W7系/E7系の普通車の座席間隔は、E5系/H5系と同じ10.4センチメートルで、「あさま」「やまびこ」などに使われるE2系より0.6センチほど足元が広い。足を組んでもラクだし、ビジネスバッグを足元に置く余裕がある。リクライニング機能は背もたれを倒すと座面の腰の位置が下がり、前方へずれ込みにくい。グリーン車やグランクラスほどではないけれど、くつろげるシートである。
なお、車内設備についてはE7系が「あさま」に先行投入されているから、既に体験済みの方も多いだろう。E7系とW7系の設備は同じ。形式名の違いは保有会社の違いで、E7系がJR東日本(East)、W7系がJR西日本(West)である。今回の試乗はJR西日本が開催したのでW7系だった。W7系とE7系は、車体外観ではロゴマークに添えられた文字の(WEST/EAST)で判別できる。客室内は車内放送のチャイムが判別ポイント。E7系は従来の上越・長野新幹線のチャイムで、W7系は谷村新司作曲「いい日旅立ち 西へ」をアレンジしたチャイムになっている。自動放送の音声はどちらも元フジテレビアナウンサーの堺正幸氏。堺氏はJR東日本の新幹線のすべてを手掛けているおなじみの声である。

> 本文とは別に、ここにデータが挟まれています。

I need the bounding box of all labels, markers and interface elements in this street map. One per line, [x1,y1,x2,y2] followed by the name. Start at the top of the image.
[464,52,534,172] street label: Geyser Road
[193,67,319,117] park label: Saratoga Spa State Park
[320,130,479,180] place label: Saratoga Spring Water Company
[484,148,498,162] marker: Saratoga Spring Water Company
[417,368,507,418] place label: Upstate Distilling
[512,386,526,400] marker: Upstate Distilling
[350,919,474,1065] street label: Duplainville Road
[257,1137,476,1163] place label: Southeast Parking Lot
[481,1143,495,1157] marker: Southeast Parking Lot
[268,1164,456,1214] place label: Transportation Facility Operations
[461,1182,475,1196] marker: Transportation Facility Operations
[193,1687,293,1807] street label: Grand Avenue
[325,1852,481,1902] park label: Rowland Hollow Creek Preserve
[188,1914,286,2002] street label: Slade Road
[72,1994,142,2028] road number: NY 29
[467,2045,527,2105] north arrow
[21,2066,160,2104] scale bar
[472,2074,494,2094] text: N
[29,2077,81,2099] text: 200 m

試乗した金沢駅〜長野駅間の車中は揺れが少なく快適だった。新幹線の揺れは座っていると気にならないけれど、通路を歩いていると気になることが多い。揺れてふらつき、思わず背もたれに手を掛けてしまい、その席でくつろぐ人の顰蹙(ひんしゅく)をかう。しかし、今回の試乗区間ではカメラを抱えながらもふらつくことなくラクに歩けた。
試乗列車では普通車に案内され、スケジュールに従って関係者へのインタビュー用車両、グリーン車、グランクラス車両へと何度か移動した。通路を逆方向に歩いてくる人とすれ違うときもスムーズだ。座席の肩部分に握り手があるけれど、そこに手を掛ける必要がなかった。そのせいで、握り手に施された点字案内という配慮に気付かないほど。座っているときの揺れの少なさは、モバイルPCの画面を見つめたり読書したりするときに助かる。グリーン車とグランクラスは座席ごとに読書灯を装備している。
シートピッチの広さ、コンセントの数、揺れの少なさなどから、「北陸新幹線の車中はモバイルPCの作業に専念しやすい」と言える。東京都内〜金沢市内間の所要時間で飛行機と新幹線が互角だとすれば、設備やバスなどの乗り継ぎのないぶん、モバイル作業環境として新幹線に軍配が上がる。ただし、北陸新幹線で残念なところは、約4割のトンネル区間と地上区間の人家の少ないところで携帯電話の電波が届かない。JALの羽田〜小松線は有料でWi-Fiによるインターネット接続が可能だ。北陸新幹線にも、東海道新幹線のようなインターネットサービスがほしい。